My BA is in Linguistics and Global Studies, which is a combination of Economics, History, Anthropology, Politics, and Intercultural Communication. These studies give me qualifications for academic translations in the humanities, and my Global Studies major gives me a spring-board to learn more in-depth about International Law and to potentially specialize in law in the long-term. In my experience, however, there is not a huge market for academic translations and without taking extra course, it is not sufficient to give my a qualification in the law.

So then the next question, is how to become qualified in a subject not previously studied or directly worked in. I have heard arguments that an ideal translator is someone who have worked in that field and becomes a translator, i.e. an author who decides to translate literature, a lawyer who decides to translate legal texts, a banker who decides to translate financial documents, an engineer who decides to translate technical documents. The main thesis of this argument is sensible, one should translate what they understand. However, it seems to negate the importance of linguistic knowledge as well as the role of research that even a layman is capable of. I may not be an expert in insurance or family registers, yet I can do serious research into these subjects in both the source and target language and create a well-written translation. Of course, there are more specialized texts in medicine or automotive-related that I could not in good faith accept.

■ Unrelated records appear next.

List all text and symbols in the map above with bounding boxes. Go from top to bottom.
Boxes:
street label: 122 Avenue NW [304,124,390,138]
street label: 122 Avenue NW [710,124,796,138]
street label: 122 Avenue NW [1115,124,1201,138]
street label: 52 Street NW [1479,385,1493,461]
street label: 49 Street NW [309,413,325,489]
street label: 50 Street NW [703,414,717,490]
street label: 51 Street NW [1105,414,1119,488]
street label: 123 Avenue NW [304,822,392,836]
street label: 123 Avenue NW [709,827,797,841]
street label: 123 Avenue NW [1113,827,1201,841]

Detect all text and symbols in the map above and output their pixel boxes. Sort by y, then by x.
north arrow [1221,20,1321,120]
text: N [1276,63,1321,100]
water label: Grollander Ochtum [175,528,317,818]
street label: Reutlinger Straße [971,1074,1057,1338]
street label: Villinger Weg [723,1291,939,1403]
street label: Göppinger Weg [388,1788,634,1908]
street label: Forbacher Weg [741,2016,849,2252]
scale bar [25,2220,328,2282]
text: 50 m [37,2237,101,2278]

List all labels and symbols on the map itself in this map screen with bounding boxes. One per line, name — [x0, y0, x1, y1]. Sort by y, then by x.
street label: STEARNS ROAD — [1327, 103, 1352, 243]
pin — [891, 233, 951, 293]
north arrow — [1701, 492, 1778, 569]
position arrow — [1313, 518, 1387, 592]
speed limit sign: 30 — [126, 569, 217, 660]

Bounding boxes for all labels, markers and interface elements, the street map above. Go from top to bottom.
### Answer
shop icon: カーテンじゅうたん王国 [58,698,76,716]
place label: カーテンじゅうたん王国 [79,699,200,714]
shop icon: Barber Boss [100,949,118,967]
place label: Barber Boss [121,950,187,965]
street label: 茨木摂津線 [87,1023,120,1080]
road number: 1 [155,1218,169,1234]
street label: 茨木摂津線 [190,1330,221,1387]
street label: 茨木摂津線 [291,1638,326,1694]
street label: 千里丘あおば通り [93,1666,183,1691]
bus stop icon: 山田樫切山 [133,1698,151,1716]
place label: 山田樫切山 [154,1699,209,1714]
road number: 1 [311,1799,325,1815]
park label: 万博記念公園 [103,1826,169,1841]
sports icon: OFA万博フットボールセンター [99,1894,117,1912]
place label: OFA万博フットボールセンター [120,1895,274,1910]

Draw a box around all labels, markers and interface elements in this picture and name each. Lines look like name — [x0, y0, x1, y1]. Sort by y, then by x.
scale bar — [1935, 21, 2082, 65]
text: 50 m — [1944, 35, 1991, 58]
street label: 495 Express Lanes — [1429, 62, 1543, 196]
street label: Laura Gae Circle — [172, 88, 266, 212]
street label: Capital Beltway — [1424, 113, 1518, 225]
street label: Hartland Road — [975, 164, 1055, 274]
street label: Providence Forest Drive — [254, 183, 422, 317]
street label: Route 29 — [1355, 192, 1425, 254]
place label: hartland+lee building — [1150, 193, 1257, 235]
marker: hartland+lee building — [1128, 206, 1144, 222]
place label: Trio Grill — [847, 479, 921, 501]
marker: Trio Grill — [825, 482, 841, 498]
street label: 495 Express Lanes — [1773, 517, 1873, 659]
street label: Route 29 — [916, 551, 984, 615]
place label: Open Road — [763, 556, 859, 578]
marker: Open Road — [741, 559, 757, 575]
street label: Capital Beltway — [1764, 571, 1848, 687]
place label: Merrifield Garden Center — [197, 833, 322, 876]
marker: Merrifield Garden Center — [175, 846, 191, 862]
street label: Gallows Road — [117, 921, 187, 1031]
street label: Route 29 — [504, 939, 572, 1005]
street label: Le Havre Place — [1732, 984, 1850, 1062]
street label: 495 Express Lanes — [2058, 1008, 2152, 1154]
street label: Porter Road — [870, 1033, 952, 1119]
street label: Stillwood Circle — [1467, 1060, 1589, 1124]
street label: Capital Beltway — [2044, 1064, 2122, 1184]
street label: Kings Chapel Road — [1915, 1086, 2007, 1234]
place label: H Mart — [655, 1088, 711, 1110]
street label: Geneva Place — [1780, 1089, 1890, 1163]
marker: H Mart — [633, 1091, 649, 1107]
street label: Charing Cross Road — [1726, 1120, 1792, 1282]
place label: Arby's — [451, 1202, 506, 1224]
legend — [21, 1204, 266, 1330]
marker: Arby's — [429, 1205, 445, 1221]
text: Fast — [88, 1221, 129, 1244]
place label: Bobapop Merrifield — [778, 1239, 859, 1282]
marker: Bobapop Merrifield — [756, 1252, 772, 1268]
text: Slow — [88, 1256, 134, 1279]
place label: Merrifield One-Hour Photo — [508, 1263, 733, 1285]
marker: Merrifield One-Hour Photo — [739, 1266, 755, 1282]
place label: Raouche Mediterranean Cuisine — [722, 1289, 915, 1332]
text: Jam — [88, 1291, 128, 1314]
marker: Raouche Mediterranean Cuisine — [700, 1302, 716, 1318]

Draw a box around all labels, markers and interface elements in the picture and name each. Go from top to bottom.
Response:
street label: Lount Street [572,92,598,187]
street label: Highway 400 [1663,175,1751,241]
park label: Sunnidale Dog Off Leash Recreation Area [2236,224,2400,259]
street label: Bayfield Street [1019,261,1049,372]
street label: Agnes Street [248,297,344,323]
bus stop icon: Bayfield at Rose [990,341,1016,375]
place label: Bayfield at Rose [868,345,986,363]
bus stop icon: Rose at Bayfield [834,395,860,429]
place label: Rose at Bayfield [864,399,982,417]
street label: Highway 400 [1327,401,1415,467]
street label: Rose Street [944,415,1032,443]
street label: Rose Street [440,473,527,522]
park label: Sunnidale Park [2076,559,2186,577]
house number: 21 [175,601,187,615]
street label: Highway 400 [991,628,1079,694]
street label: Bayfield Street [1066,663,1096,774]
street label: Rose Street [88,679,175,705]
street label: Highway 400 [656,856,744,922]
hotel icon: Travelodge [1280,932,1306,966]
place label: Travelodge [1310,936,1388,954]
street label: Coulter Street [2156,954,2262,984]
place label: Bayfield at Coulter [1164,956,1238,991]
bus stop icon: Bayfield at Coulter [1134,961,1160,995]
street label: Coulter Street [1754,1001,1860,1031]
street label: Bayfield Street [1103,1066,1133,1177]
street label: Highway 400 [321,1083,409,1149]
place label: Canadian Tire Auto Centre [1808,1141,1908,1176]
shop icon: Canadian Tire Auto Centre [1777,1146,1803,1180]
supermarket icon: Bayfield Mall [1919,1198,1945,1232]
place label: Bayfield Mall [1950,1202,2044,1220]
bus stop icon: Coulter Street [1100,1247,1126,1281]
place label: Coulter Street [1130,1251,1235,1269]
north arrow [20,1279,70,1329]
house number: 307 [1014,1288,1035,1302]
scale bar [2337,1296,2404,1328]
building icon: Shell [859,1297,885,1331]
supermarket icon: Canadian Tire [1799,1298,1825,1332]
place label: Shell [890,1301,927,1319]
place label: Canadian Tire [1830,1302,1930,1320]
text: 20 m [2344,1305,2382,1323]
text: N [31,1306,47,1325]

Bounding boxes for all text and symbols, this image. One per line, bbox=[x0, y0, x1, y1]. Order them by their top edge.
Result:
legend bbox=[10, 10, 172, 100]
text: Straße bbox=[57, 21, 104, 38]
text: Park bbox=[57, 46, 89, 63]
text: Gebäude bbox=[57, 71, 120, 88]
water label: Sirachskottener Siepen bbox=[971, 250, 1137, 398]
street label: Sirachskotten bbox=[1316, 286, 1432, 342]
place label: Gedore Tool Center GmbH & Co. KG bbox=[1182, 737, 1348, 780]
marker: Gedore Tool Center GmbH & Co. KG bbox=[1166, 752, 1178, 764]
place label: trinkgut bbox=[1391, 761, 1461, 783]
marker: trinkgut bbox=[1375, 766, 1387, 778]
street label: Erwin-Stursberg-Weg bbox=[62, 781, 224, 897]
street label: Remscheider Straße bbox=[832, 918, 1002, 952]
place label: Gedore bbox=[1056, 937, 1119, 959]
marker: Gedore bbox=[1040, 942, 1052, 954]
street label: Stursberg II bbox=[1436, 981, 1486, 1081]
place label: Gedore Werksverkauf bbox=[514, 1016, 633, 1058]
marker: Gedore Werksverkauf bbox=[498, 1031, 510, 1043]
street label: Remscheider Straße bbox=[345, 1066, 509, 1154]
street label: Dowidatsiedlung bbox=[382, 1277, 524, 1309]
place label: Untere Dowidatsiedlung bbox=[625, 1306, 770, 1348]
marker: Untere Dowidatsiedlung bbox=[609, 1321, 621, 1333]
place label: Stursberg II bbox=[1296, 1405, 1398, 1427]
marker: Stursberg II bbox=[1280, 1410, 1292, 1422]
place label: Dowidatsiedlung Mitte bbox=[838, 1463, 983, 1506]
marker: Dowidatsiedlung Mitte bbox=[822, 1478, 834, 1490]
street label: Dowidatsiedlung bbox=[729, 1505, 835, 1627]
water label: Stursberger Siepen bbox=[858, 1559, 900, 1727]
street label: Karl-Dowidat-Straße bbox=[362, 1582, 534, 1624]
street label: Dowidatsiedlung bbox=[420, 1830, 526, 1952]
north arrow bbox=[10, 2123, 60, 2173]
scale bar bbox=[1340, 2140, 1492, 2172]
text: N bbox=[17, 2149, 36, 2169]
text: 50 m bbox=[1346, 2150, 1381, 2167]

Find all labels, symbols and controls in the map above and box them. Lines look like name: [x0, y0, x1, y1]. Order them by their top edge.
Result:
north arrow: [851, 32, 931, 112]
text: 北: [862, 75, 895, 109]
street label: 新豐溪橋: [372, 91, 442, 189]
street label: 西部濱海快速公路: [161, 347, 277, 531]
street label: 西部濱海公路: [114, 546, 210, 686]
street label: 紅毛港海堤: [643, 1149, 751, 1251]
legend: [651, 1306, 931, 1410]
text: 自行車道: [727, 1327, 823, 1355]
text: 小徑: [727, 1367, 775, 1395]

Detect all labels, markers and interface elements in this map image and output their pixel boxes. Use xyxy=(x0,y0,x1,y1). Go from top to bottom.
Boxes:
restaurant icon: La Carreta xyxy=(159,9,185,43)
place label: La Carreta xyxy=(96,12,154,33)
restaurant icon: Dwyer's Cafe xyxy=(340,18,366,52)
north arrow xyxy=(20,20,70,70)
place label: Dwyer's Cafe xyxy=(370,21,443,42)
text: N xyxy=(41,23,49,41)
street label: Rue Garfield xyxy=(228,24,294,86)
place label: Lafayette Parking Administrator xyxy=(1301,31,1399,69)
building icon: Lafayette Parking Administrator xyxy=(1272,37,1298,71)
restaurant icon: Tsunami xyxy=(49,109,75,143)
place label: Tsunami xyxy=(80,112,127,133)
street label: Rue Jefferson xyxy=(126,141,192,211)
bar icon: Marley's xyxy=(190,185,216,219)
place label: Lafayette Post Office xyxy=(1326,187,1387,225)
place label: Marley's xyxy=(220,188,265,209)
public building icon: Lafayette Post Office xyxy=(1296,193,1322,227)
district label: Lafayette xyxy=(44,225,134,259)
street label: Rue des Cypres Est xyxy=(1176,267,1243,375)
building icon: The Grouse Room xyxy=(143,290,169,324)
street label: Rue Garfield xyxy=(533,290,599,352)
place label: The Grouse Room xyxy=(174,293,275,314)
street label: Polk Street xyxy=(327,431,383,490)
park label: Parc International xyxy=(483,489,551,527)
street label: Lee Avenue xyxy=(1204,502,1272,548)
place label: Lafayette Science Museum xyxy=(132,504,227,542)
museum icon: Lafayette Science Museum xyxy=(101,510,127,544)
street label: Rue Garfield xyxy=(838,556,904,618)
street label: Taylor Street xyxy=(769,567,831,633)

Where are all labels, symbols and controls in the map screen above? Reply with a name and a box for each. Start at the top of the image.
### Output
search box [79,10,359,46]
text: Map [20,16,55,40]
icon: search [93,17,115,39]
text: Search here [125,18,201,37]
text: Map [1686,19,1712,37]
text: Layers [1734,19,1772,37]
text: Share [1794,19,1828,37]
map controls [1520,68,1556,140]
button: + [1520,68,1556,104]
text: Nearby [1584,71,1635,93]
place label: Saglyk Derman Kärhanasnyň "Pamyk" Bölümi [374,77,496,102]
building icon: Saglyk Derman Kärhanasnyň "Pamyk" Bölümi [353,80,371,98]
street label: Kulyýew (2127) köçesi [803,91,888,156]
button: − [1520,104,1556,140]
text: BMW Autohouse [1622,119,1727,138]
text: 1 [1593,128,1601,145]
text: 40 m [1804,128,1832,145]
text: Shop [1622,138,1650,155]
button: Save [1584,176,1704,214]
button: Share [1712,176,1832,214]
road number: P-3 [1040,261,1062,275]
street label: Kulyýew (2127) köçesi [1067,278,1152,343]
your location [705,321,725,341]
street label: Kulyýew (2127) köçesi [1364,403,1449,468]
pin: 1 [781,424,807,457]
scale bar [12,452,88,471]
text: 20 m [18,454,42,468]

So then how much research makes one an expert? Of course, a Google search may be sufficient to understand the meaning of a particular text, but few would claim that qualifies them as an expert. I have gone to one talk about Patents and attempted to apply for a training program doing them, enough to understand how complicated this genre of translation is. (I’d go as far as to say, it made me realize this specialization much like automotive specific technical translation is not for me.) Taking a course in your desired genre (ie. finance, medicine, pharmaceuticals, law, etc) either content or translation focused is one step towards specializing in the subject, that in and of itself is insufficient for specialization. Ideally if someone wants to be an expert in a particular industry they need to study that industry by reading textbooks, taking courses, getting experience translating between their language pairs in it, and keeping up with companies and people in that industry. One talk I went to by a legal translator recommended joining industry groups so that you can talk to the leaders in that industry and learn what the most pressing issues were. Reading one book or going to one lecture on a subject doesn’t make one an expert, however, doing countless hours of research, doing various courses on the subject whether it’s online or in person, reading lots of books on the subject, and joining groups about this subject overtime can turn one into an expert.

One should pick a specialization that they are interested in or passionate about, or one that they understand, while keeping in mind what market is like for this area. (Localization is a large industry, but it doesn’t pay as well as a specialization in law or medicine. Conversely, getting qualified in law and medicine is quite expensive and time consuming.) I know people who work in localization and love manga and light novels, they are experts at using slang and translating humor. I know a medical interpreter who never studied nursing, but who did training in healthcare interpreting and feels fulfilled in her job. I know some self-proclaimed generalists who are quite happy translating all sorts of texts and find nothing wrong with not specializing. For myself, the last few months, I have begun looking more into translating contracts and specifically human rights law and immigration law, and while I’m certain there are more actual jobs in contracts, within the next five years I would like to specialize in this area of international law.

At a later date, I’ll speak a little more specifically about Legal Translation.